Der Blick auf die Uhr, schon 23 Uhr durch. Warum kam sie nicht? Die kommt nicht mehr, alles nur Gerede. Alexandra schmiss sich auf die Seite und versuchte krampfhaft einzuschlagen, was ihr natürlich nicht gelang.

Er leises Klopfen an der Tür, diese öffnete sich und Kyra steckte ihren Kopf hindurch.

„Alex, schläfst du schon?“

„Nein, wie könnte ich denn! Komm doch rein.“

Auf leisen Sohlen schlich sich Kyra in das Zimmer, so als sei außer Alexandra noch andere im Raum die es nicht zu stören galt.

Mit sinnlicher Geste schlug Alexandra die Bettdecke weg und entblößte ihren nackte Körper der im Schein eines sanften Nachtlichtes leicht rötlich schimmerte.

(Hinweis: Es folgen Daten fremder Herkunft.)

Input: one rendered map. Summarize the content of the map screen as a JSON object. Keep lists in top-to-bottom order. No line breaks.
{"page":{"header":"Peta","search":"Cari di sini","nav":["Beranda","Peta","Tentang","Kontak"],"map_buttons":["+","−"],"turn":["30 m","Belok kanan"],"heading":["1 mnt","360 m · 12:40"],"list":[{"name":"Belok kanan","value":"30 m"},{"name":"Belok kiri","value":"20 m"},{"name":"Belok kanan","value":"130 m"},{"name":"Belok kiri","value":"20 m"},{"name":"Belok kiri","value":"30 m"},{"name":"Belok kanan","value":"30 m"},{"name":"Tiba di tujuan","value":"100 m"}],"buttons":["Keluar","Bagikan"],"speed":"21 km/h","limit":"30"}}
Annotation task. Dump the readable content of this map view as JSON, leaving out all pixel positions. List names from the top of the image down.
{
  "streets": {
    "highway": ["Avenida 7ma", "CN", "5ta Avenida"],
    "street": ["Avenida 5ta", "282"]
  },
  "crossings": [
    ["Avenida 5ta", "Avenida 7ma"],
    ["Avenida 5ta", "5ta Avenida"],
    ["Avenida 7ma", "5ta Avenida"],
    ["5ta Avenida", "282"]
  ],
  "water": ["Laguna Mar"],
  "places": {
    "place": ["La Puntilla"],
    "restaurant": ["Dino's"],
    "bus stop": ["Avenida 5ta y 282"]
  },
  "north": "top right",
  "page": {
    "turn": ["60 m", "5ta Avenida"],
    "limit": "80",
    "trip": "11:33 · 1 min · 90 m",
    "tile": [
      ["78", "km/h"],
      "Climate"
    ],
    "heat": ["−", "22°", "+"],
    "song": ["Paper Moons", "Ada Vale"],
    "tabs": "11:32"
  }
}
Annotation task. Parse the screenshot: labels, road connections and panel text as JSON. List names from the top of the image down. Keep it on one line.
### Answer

„Wau, bist du eine geile Nummer. So hab ich dich noch nie gesehen, da bleibt mir wirklich die Spucke weg.“

Mit einem Satz bette sich Kyra an Alexandras Seite und begann sogleich gierig nach deren Rundungen zu greifen.

„Ist schon ne Weile her, als ich das letzte Mal mit ner Frau zusammen war. Ich bin richtig ausgehungert  nach solchen geilen Pölsterchen.“

„Du bist auch nicht ohne, Kyra. Ein atemberaubenden Körper hast du, muskulös wie ein Junge aber ein trotzdem fraulich, deine kleinen Brüste find ich besonders süß.“

In der Tat, Kyra und Alexandra waren Gegensätze wie sie kaum größer sein konnten. Das Prinzesschen aus der behüteten Oberschicht und die Powerfrau aus den Slums. Unter andern Umständen wären sie einander nie begegnet. Hier fanden sie eine Plattform auf deren Oberfläche sie sich aufeinander zu bewegen konnten. Hier hatten sie sich gefunden. Alle Grenzen verschwanden in dieser Nacht. Das war kein lüsternes Sexspielchen zweier einsamer Frauen die sich mal eben zu trösten gedachten. Es war Liebe  ,Hingebung, Zärtlichkeit, tiefes Vertrauen in die jeweils andere. Beide sanken in ihre Liebe wie in ein weiches Daunenkissen.

Damit hatte sie wohl beide nicht gerechnet.

Das Feuer der Leidenschaft brannte und verzehrte alles ums sich. Gierig schlangen sich die beiden aneinander und badeten ihr Gegenüber in einer Flut von Küssen. Sie waren sich selbst genug, es bedurfte nicht mehr in diesem Augenblick.

Ein perfekter Gegensatz, Alexandras weicher, geschmeidiger Körper mit seinen verführerischen Rundungen bot einen hinreißenden Kontrast zu Kyras sportlich-muskulöser Figur.

 

Auch in den folgenden zwei Nächten ergingen sie sich in ihrer Leidenschaft. Ihre Männer schienen sie für eine Moment vergessen, sie hatten nur noch sich und das genügte im Augenblich. Was später kommen mochte schoben sie vor sich her. Liebe fragt nicht nach dem Zeitpunkt, sie ist einfach da und nimmt. Auf den Augenblick kam es an, diesen zu genießen war die Kunst. Eine Liebe zu zweit, zu dritt oder zu viert. Da bahnten sich komplizierte Konstellationen an. Doch die galt es zu lösen, wenn die Zeit dafür gekommen schien.

 

Doch schon in der vierten Nacht wartete Alexandra vergeblich auf ihre neue Liebste. Kyra kam nicht, war einfach nicht auf findbar. Als sie auch tags darauf nicht auftauchte, ahnte Alexandra Schlimmes. Ihre Befürchtungen sollten sich bestätigen.